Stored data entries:
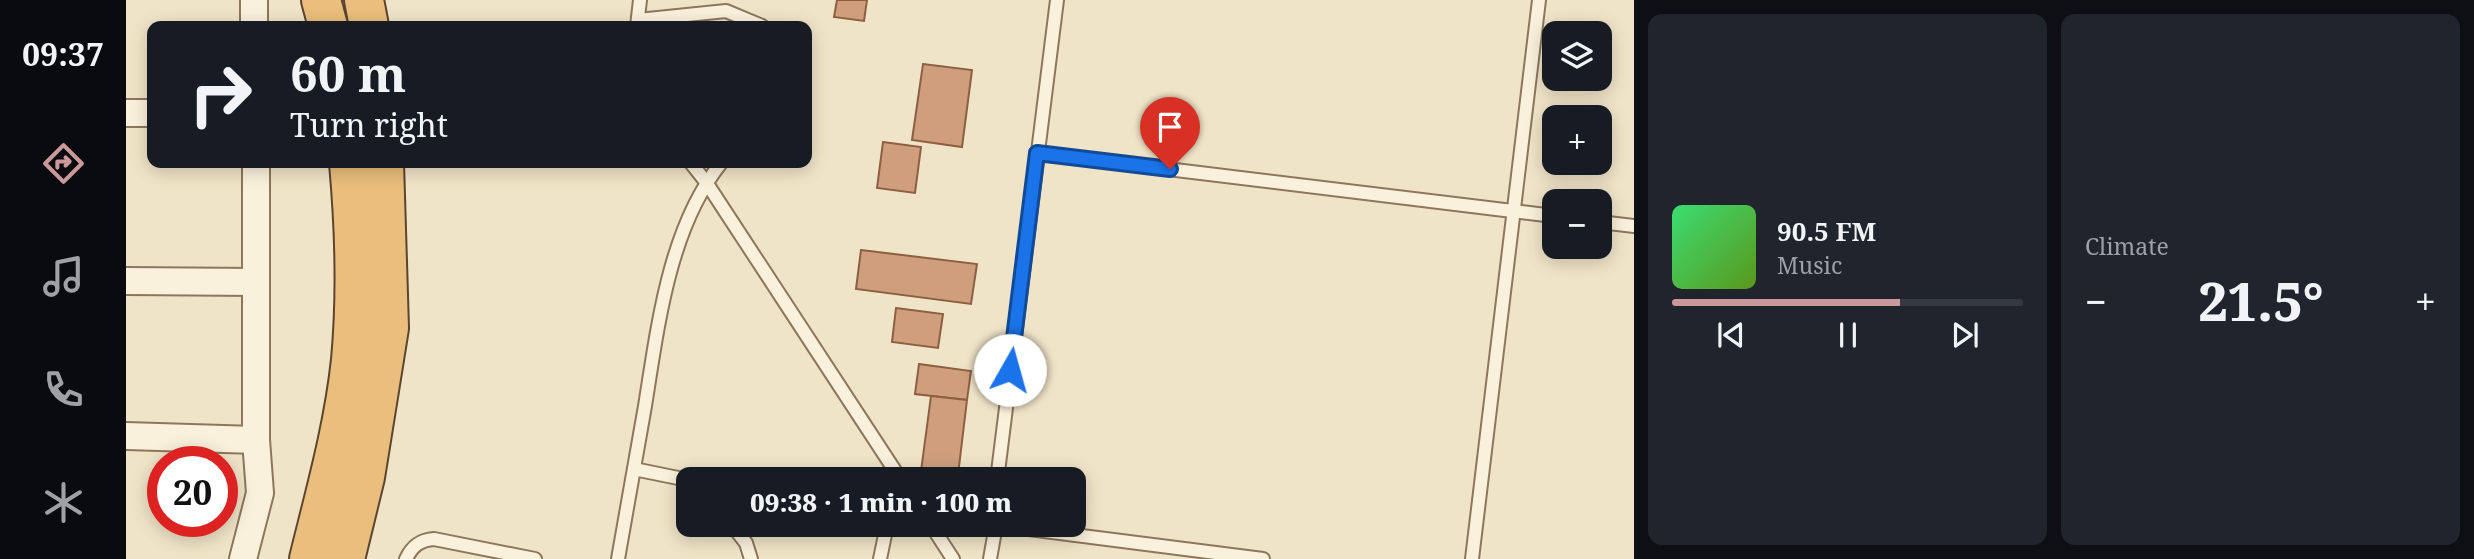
<!DOCTYPE html>
<html lang="en">
<head>
<meta charset="utf-8">
<style>
  body { margin:0; font-family:"Noto Serif",serif; background:#20242c; color:#f1f3f6; height:100vh; display:flex; flex-direction:column; font-size:26px; white-space:nowrap }
  * { box-sizing:border-box; margin:0 }
  p { font-size:23px; color:#9ea1a6 }
  .icon { flex:none; width:38px; height:38px; fill:none; stroke:currentColor; stroke-width:2; stroke-linecap:round; stroke-linejoin:round }
  .map { position:relative; flex:1; overflow:hidden }
  .side { display:flex; flex-direction:column; gap:14px; padding:14px; background:#0d0f14; width:840px }
  .side>* { flex:none }
  .guide { position:absolute; left:21px; top:21px; width:665px; height:147px; border-radius:14px; box-shadow:0 4px 18px #0003; background:#171b24; color:#f1f3f6; overflow:hidden }
  .buttons { position:absolute; left:1416px; top:21px; display:grid; gap:14px }
  .buttons a { display:grid; place-items:center; width:70px; height:70px; border-radius:14px; background:#171b24; box-shadow:0 4px 18px #0003; font-size:35px }
  .speed { position:absolute; left:21px; top:446px; display:flex; gap:14px; font-size:35px; font-weight:700; text-align:center }
  .speed>* { display:grid; place-content:center; width:91px; height:91px; border-radius:50%; background:#171b24; box-shadow:0 4px 18px #0003; line-height:1 }
  .speed .limit { border:10px solid #d22; background:#fff; color:#111 }
  .pin { position:absolute; display:grid; place-items:center; width:60px; height:60px; color:#fff; margin:-72px -30px; border-radius:50% 50% 50% 0; rotate:-45deg; box-shadow:0 0 7px #0007 }
  .pin .icon { rotate:45deg }
  .me { position:absolute; width:77px; margin:-38px; rotate:7deg; stroke-linejoin:round; filter:drop-shadow(0 0 5px #0008) }
  .turn { display:flex; align-items:center; gap:24px; height:147px; padding:0 28px; font-size:32px }
  .turn .icon { width:91px; height:91px; stroke-width:2.5 }
  .turn b { display:block; font-size:49px; line-height:60px }
  .big { font-size:52px; font-weight:800; line-height:1.1 }
  .side .widget { flex:1; display:flex; flex-direction:column; justify-content:center; gap:10px; min-width:0; padding:0 24px; border-radius:14px; background:#20242c }
  .song { display:flex; align-items:center; gap:21px }
  .cover { width:84px; height:84px; border-radius:10px; background:linear-gradient(135deg,hsl(140 70% 55%),hsl(90 70% 35%)) }
  .played { height:7px; border-radius:4px; background:linear-gradient(90deg,#cc999b 65%,#363941 65%) }
  .keys { display:flex; justify-content:space-around; direction:ltr }
  .heat { display:flex; justify-content:space-between; align-items:center; font-size:38px; direction:ltr }
  .side .tiles { flex:1; display:grid; gap:14px; grid-template-columns:repeat(2,1fr) }
  .trip { position:absolute; left:550px; top:467px; width:410px; height:70px; border-radius:14px; background:#171b24; box-shadow:0 4px 18px #0003; font-weight:800; line-height:70px; text-align:center }
  main { display:flex; flex:1; min-height:0 }
  .menu { display:flex; flex-direction:column; width:126px; justify-content:space-around; align-items:center; background:#090b0e; color:#9ea1a6 }
  .menu .icon { width:49px; height:49px }
  .menu .active { color:#cc999b }
  .menu b { font-size:32px; color:#f1f3f6 }
  .map>svg:first-child { display:block }
  .building { fill:#cf9f7d; stroke:#8d5f41; stroke-width:2 }
  .lines { fill:none; stroke-linecap:round; stroke-linejoin:round }
  .service-casing { stroke:#8d765c; stroke-width:16 }
  .minor-casing { stroke:#8d765c; stroke-width:30 }
  .trunk-casing { stroke:#5b4430; stroke-width:42 }
  .service { stroke:#faf1dc; stroke-width:12 }
  .minor { stroke:#faf1dc; stroke-width:26 }
  .trunk { stroke:#eabe7c; stroke-width:38 }
  .route-casing { stroke:#114b97; stroke-width:18 }
  .route { stroke:#1a73e8; stroke-width:12 }
</style>
</head>
<body>
<main>
<nav class="menu">
<b>09:37</b>
<svg class="icon active" aria-label="directions" viewBox="0 0 24 24"><path d="M12 3l9 9-9 9-9-9zM9 14v-3h6M13 9l2 2-2 2"/></svg>
<svg class="icon" aria-label="music" viewBox="0 0 24 24"><path d="M9 18V5l10-2v13"/><circle cx="6" cy="18" r="3"/><circle cx="16" cy="16" r="3"/></svg>
<svg class="icon" aria-label="phone" viewBox="0 0 24 24"><path d="M5 4h4l2 5-3 2q2 4 5 5l2-3 5 2v4C11 20 4 13 5 4z"/></svg>
<svg class="icon" aria-label="climate" viewBox="0 0 24 24"><path d="M12 3v18M4 7l16 10M4 17L20 7"/></svg>
</nav>
<div class="map">
<svg width="1508" height="559" viewBox="0 0 1508 559">
  <rect width="100%" height="100%" fill="#f0e4c8"/>
  <g class="building">
    <path d="M711,0H741L738,21L708,17Z"/>
    <path d="M797,64L846,70L836,147L786,140Z"/>
    <path d="M757,142L795,147L789,193L751,188Z"/>
    <path d="M735,250L851,264L845,304L730,289Z"/>
    <path d="M770,308L817,314L812,348L766,342Z"/>
    <path d="M793,364L845,371L841,400L789,394Z"/>
    <path d="M805,396L841,400L832,475L795,471Z"/>
  </g>
  <g class="lines">
    <defs>
      <g id="service">
        <path d="M512,20L600,11L636,26"/>
        <path d="M511,26L514,0"/>
        <path d="M910,153L1428,216"/>
        <path d="M565,163L580,182L775,480"/>
        <path d="M1474,222L1508,226"/>
        <path d="M508,469L562,480"/>
        <path d="M871,480L931,0"/>
        <path d="M606,525L620,543L625,559"/>
        <path d="M805,525L827,559"/>
        <path d="M870,525L1137,559"/>
        <path d="M280,559C286,546 294,540 308,539L409,559"/>
        <path d="M492,559C501,508 510,457 519,406C532,325 543,228 595,163"/>
        <path d="M754,559L761,525"/>
        <path d="M864,559L870,525"/>
        <path d="M1346,559L1413,0"/>
      </g>
      <g id="minor">
        <path d="M128,0V26"/>
        <path d="M0,113H26"/>
        <path d="M0,281L130,282"/>
        <path d="M0,436L130,440"/>
        <path d="M117,559L134,493L130,440V163"/>
      </g>
      <g id="trunk">
        <path d="M195,0L202,26"/>
        <path d="M238,0L243,26"/>
        <path d="M183,559C199,494 218,427 225,360C231,294 229,229 223,163"/>
        <path d="M219,559L239,477L263,328L258,163"/>
      </g>
    </defs>
    <use href="#service" class="service-casing"/>
    <use href="#minor" class="minor-casing"/>
    <use href="#trunk" class="trunk-casing"/>
    <use href="#service" class="service"/>
    <use href="#minor" class="minor"/>
    <use href="#trunk" class="trunk"/>
  </g>
  <g class="lines">
    <defs>
      <path id="route" d="M884,370L911,153L1044,169"/>
    </defs>
    <use href="#route" class="route-casing"/>
    <use href="#route" class="route"/>
  </g>
</svg>
<div class="buttons">
<a><svg class="icon" aria-label="layers" viewBox="0 0 24 24"><path d="M12 4l9 5-9 5-9-5zM3 14l9 5 9-5"/></svg></a>
<a>+</a>
<a>−</a>
</div>
<div class="speed"><div class="limit">20</div></div>
<div class="pin" style="left:1044px;top:169px;background:#d93025"><svg class="icon" aria-label="arrive" viewBox="0 0 24 24"><path d="M6 21V4h12l-3 4 3 4H6"/></svg></div>
<svg class="me" style="left:884px;top:370px" viewBox="-20 -20 40 40"><circle r="19" fill="#fff"/><path d="M0-13L10 11 0 6-10 11z" fill="#1a73e8"/></svg>
<div class="trip">09:38 · 1 min · 100 m</div>
<div class="guide">
<div class="turn"><svg class="icon" aria-label="right" viewBox="0 0 24 24"><path d="M7 20v-9h11M14 6l5 5-5 5"/></svg><div><b>60 m</b>Turn right</div></div>
</div>
</div>
<section class="side">
<div class="tiles">
<div class="widget">
<div class="song"><i class="cover"></i><div><b>90.5 FM</b><p>Music</p></div></div>
<div class="played"></div>
<div class="keys"><svg class="icon" aria-label="previous" viewBox="0 0 24 24"><path d="M18 5L8 12l10 7zM5 5v14"/></svg><svg class="icon" aria-label="pause" viewBox="0 0 24 24"><path d="M8 5v14M16 5v14"/></svg><svg class="icon" aria-label="next" viewBox="0 0 24 24"><path d="M6 5l10 7-10 7zM19 5v14"/></svg></div>
</div>
<div class="widget"><p>Climate</p>
<div class="heat"><a>−</a><b class="big">21.5°</b><a>+</a></div>
</div>
</div>
</section>
</main>
</body>
</html>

### GOAL OF THE EXERCISE
Every line above that holds the word "weight" should be copied out.

### TASK RESPONSE
  .speed { position:absolute; left:21px; top:446px; display:flex; gap:14px; font-size:35px; font-weight:700; text-align:center }
  .big { font-size:52px; font-weight:800; line-height:1.1 }
  .trip { position:absolute; left:550px; top:467px; width:410px; height:70px; border-radius:14px; background:#171b24; box-shadow:0 4px 18px #0003; font-weight:800; line-height:70px; text-align:center }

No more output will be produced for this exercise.